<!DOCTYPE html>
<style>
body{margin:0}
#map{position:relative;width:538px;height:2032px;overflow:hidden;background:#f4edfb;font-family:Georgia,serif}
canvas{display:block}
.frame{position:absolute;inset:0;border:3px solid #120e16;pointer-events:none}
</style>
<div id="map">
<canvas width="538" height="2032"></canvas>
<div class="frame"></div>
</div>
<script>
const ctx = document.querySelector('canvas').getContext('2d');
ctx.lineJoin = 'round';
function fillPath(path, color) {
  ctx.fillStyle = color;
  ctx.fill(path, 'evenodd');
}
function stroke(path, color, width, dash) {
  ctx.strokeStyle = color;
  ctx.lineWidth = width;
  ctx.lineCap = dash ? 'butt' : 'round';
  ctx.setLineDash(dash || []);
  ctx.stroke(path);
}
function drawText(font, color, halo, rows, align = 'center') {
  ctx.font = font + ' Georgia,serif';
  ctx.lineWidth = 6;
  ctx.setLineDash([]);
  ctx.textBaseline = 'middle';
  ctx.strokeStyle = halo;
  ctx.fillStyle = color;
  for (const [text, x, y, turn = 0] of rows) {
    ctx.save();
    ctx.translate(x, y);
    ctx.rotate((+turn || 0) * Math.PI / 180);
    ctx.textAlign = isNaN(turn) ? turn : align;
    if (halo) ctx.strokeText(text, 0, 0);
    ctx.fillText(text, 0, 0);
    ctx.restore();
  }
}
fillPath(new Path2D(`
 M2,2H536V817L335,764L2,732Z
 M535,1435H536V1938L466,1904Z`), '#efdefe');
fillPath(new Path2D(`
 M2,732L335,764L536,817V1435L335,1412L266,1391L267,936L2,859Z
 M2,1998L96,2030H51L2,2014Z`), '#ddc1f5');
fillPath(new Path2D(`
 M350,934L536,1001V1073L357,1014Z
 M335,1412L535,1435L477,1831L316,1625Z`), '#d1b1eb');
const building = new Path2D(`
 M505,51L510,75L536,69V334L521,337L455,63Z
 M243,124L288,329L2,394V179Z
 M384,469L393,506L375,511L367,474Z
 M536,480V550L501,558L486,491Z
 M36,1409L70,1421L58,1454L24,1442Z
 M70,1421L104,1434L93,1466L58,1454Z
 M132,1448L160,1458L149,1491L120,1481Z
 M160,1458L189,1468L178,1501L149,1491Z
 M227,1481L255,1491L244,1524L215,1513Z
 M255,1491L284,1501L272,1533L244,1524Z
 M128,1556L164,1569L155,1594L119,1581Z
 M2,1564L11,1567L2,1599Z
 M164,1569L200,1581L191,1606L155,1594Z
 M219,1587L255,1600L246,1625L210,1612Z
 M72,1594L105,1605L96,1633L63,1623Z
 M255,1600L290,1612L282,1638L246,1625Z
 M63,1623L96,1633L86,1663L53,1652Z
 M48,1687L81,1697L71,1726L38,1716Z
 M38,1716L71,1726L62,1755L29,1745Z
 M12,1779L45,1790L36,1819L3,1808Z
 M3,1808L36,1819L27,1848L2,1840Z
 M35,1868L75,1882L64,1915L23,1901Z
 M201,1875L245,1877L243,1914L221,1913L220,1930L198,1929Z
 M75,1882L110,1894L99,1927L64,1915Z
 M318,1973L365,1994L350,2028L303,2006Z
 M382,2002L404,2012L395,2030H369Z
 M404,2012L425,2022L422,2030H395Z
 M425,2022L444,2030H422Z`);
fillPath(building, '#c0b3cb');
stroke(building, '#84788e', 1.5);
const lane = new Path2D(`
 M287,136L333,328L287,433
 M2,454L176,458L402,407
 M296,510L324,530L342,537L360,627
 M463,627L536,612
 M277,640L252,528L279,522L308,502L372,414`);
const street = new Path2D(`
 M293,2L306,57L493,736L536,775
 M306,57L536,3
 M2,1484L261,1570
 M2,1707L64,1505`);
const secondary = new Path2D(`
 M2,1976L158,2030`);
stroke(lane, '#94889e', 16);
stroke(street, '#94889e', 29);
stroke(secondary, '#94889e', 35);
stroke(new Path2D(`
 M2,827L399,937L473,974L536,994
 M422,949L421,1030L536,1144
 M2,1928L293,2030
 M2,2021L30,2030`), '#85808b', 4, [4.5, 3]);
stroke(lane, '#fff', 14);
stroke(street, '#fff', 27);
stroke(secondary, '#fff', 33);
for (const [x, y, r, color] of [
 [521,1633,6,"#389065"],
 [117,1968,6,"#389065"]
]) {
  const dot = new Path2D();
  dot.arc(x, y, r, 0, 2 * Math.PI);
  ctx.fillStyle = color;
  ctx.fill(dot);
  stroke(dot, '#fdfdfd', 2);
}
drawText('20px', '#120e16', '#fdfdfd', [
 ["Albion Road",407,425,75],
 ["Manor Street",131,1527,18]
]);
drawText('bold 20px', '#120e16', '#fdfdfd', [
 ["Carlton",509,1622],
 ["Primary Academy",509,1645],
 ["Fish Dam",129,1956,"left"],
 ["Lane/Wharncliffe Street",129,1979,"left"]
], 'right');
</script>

┄┄┄┄┄┄

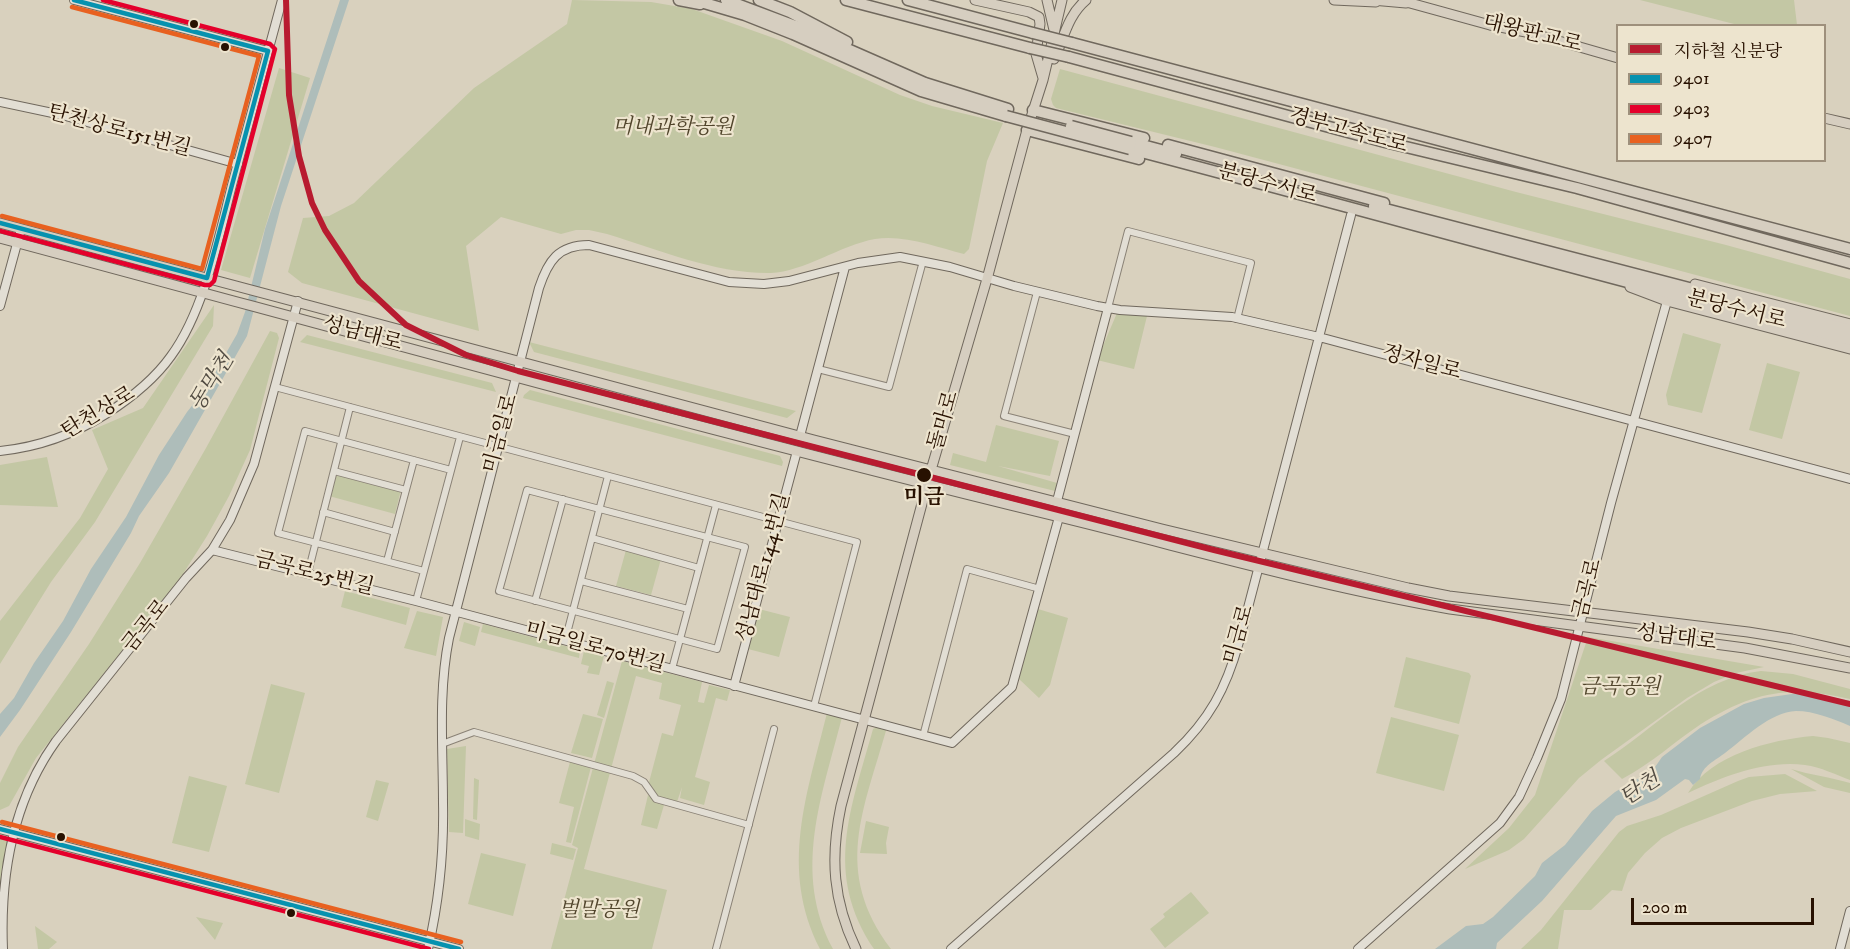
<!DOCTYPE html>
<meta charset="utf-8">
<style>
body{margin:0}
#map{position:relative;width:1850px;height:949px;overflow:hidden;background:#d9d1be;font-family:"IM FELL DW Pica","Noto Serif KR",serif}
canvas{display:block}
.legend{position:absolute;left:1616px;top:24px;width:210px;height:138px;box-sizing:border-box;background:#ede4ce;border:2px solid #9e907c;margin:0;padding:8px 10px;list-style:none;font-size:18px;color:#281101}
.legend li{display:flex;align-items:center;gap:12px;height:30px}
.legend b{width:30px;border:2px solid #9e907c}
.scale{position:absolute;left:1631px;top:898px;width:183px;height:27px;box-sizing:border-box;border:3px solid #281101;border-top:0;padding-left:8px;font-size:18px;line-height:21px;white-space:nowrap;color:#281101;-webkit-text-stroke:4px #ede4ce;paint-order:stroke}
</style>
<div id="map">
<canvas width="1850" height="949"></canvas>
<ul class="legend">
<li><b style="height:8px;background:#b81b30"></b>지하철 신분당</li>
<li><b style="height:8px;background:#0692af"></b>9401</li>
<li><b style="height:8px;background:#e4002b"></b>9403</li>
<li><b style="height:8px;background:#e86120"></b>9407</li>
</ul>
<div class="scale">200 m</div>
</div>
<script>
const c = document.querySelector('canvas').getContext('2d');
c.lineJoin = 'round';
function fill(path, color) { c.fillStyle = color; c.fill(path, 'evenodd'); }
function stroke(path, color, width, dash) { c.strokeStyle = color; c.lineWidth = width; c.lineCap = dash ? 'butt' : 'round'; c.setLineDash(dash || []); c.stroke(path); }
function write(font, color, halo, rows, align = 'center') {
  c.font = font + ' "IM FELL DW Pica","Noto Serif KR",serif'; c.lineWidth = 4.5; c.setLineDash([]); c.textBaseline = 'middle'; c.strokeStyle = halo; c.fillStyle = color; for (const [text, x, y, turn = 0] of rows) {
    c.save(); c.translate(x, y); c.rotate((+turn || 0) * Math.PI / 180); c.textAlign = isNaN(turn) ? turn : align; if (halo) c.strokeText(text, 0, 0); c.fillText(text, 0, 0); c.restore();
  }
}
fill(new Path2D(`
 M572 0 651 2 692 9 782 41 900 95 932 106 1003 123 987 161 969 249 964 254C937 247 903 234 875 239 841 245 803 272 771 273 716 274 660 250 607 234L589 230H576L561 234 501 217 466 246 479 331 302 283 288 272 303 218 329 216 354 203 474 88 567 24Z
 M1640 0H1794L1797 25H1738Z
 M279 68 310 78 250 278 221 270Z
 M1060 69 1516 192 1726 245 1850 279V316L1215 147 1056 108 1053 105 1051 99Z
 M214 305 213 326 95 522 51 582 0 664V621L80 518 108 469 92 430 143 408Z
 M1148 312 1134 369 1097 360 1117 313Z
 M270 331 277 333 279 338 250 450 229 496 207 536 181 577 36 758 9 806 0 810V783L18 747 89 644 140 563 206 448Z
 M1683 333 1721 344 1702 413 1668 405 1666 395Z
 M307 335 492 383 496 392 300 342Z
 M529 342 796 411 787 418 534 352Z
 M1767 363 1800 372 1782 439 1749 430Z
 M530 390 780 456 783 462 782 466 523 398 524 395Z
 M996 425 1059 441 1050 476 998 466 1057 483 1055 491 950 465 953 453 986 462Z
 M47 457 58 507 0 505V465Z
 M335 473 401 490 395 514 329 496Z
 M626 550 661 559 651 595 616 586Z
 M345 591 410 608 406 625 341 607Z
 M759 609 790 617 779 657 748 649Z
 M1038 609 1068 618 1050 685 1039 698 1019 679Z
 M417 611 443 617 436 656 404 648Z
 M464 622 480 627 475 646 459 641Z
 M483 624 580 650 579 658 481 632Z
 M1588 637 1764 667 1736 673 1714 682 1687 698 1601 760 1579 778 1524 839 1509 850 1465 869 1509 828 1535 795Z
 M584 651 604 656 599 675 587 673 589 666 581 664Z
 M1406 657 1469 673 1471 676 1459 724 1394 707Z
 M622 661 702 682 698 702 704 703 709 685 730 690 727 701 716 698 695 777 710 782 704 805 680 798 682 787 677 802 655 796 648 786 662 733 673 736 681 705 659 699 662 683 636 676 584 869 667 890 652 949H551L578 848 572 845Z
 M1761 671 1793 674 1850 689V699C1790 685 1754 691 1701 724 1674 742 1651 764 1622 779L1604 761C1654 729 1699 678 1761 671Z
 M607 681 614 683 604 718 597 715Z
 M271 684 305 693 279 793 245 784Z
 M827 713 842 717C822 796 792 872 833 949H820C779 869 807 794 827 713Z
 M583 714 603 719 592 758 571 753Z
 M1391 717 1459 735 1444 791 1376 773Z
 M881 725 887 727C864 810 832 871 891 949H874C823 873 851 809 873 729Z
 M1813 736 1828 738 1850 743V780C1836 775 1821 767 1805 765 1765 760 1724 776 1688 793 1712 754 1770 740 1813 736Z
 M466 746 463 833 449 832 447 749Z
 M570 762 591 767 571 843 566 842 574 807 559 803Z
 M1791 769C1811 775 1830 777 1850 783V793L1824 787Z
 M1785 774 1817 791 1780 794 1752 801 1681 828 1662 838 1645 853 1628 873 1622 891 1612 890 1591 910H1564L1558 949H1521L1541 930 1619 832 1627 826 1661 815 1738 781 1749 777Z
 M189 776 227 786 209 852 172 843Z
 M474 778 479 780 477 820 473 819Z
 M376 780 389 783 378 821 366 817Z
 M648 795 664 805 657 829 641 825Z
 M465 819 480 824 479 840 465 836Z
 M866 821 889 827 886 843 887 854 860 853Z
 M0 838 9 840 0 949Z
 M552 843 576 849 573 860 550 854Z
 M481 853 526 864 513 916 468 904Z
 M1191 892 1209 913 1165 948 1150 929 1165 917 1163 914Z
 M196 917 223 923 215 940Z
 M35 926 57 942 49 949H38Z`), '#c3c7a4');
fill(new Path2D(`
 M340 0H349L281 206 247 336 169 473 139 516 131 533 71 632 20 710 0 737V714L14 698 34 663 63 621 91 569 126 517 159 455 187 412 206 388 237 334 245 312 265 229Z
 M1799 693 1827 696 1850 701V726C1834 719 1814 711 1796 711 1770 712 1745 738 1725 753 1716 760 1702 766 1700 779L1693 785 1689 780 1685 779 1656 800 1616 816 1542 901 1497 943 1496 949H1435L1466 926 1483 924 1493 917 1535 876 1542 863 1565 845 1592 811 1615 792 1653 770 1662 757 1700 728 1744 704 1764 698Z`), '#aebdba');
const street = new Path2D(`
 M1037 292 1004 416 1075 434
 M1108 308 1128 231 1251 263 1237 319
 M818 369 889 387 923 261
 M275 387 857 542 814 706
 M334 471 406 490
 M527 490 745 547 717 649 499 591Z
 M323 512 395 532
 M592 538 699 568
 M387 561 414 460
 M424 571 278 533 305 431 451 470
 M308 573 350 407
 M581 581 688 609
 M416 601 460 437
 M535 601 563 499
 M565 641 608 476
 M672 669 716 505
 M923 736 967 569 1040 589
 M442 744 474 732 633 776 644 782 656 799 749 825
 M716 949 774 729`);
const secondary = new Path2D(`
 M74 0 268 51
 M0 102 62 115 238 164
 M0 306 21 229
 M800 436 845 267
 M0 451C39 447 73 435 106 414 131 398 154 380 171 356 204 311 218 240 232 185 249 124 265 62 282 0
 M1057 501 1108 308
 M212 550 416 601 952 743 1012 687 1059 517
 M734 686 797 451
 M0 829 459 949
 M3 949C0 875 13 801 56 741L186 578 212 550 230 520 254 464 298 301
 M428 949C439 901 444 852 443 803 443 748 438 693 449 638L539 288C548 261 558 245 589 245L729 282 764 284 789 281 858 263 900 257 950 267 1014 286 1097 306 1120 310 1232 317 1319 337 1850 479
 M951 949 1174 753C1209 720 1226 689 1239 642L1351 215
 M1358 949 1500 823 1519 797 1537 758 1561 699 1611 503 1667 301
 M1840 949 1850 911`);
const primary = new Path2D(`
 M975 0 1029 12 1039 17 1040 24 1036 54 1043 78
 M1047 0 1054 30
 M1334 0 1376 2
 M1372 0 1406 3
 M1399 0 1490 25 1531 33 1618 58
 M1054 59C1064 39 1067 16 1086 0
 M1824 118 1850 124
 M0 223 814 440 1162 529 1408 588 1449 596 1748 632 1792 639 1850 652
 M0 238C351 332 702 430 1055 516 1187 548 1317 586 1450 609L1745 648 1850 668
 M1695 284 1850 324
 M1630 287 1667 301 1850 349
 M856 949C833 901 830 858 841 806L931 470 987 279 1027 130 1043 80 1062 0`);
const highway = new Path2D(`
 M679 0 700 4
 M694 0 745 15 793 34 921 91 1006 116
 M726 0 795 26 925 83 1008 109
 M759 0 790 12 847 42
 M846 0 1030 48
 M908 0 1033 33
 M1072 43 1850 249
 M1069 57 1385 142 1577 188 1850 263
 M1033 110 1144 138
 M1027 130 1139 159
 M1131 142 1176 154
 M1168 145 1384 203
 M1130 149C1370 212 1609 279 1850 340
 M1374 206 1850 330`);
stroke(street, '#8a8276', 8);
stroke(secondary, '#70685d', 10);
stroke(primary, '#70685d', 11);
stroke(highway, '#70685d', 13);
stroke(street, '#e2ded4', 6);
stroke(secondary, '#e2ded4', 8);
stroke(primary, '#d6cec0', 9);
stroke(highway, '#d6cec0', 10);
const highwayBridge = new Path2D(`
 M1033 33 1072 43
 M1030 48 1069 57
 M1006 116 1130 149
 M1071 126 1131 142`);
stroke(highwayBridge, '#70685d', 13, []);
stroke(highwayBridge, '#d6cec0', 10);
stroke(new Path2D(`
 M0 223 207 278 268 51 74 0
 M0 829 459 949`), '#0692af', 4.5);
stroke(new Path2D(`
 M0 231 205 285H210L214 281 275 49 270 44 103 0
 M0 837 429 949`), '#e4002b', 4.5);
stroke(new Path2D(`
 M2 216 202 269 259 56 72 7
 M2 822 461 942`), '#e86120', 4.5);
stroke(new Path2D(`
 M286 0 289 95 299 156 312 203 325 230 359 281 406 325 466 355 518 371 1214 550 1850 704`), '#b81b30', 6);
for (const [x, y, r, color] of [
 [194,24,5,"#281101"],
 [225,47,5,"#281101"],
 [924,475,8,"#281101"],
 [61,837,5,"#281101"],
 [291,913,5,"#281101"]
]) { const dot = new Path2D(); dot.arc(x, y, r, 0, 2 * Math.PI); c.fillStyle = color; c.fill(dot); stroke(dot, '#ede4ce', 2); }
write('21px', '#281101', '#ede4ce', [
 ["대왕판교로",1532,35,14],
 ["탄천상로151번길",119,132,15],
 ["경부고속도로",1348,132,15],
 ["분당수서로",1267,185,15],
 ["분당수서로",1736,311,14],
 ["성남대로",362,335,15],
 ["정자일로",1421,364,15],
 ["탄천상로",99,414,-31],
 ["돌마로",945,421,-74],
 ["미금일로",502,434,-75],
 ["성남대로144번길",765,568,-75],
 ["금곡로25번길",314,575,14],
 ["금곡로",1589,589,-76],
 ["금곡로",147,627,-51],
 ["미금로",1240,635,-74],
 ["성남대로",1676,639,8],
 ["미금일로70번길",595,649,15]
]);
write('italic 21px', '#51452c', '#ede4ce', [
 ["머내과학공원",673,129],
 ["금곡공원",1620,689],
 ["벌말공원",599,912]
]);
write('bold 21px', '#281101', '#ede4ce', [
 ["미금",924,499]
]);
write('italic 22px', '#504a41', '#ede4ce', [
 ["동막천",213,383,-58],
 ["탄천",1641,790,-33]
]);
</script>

┄┄┄┄┄┄

**WHAT YOU SHOULD DO**
Above are the records. Copy the lines beginning at the one that has "ctx.setLineDash(dash || []);" and ending with the one that has "M63,1623L96,1633L86,1663L53,1652Z", unchanged.

**TASK SOLUTION**
  ctx.setLineDash(dash || []);
  ctx.stroke(path);
}
function drawText(font, color, halo, rows, align = 'center') {
  ctx.font = font + ' Georgia,serif';
  ctx.lineWidth = 6;
  ctx.setLineDash([]);
  ctx.textBaseline = 'middle';
  ctx.strokeStyle = halo;
  ctx.fillStyle = color;
  for (const [text, x, y, turn = 0] of rows) {
    ctx.save();
    ctx.translate(x, y);
    ctx.rotate((+turn || 0) * Math.PI / 180);
    ctx.textAlign = isNaN(turn) ? turn : align;
    if (halo) ctx.strokeText(text, 0, 0);
    ctx.fillText(text, 0, 0);
    ctx.restore();
  }
}
fillPath(new Path2D(`
 M2,2H536V817L335,764L2,732Z
 M535,1435H536V1938L466,1904Z`), '#efdefe');
fillPath(new Path2D(`
 M2,732L335,764L536,817V1435L335,1412L266,1391L267,936L2,859Z
 M2,1998L96,2030H51L2,2014Z`), '#ddc1f5');
fillPath(new Path2D(`
 M350,934L536,1001V1073L357,1014Z
 M335,1412L535,1435L477,1831L316,1625Z`), '#d1b1eb');
const building = new Path2D(`
 M505,51L510,75L536,69V334L521,337L455,63Z
 M243,124L288,329L2,394V179Z
 M384,469L393,506L375,511L367,474Z
 M536,480V550L501,558L486,491Z
 M36,1409L70,1421L58,1454L24,1442Z
 M70,1421L104,1434L93,1466L58,1454Z
 M132,1448L160,1458L149,1491L120,1481Z
 M160,1458L189,1468L178,1501L149,1491Z
 M227,1481L255,1491L244,1524L215,1513Z
 M255,1491L284,1501L272,1533L244,1524Z
 M128,1556L164,1569L155,1594L119,1581Z
 M2,1564L11,1567L2,1599Z
 M164,1569L200,1581L191,1606L155,1594Z
 M219,1587L255,1600L246,1625L210,1612Z
 M72,1594L105,1605L96,1633L63,1623Z
 M255,1600L290,1612L282,1638L246,1625Z
 M63,1623L96,1633L86,1663L53,1652Z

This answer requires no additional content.